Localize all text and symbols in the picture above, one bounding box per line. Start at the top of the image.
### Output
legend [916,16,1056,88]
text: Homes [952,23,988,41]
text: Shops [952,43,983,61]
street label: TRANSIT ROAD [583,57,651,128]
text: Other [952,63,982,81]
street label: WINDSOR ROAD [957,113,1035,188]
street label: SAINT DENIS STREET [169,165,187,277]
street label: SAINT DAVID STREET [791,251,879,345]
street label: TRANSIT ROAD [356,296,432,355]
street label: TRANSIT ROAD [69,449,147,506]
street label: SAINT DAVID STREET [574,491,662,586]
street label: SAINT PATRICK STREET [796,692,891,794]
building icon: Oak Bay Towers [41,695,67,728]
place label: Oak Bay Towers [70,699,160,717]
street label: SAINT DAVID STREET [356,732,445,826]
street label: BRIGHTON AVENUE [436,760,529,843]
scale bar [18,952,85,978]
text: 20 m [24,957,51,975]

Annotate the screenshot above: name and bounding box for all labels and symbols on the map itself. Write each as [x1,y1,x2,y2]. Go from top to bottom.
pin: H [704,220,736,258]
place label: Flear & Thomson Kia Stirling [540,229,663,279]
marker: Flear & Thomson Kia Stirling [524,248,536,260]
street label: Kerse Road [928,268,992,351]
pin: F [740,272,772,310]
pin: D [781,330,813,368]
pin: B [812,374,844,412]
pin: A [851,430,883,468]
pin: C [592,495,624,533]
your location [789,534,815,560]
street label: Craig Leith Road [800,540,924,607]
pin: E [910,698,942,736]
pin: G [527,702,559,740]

::::

Exercise:
Your task is to transcribe the line containing "Annotate the screenshot" and every line after it, through the last line of the data, exactly as written and with nothing more.

Output for this exercise:
Annotate the screenshot above: name and bounding box for all labels and symbols on the map itself. Write each as [x1,y1,x2,y2]. Go from top to bottom.
pin: H [704,220,736,258]
place label: Flear & Thomson Kia Stirling [540,229,663,279]
marker: Flear & Thomson Kia Stirling [524,248,536,260]
street label: Kerse Road [928,268,992,351]
pin: F [740,272,772,310]
pin: D [781,330,813,368]
pin: B [812,374,844,412]
pin: A [851,430,883,468]
pin: C [592,495,624,533]
your location [789,534,815,560]
street label: Craig Leith Road [800,540,924,607]
pin: E [910,698,942,736]
pin: G [527,702,559,740]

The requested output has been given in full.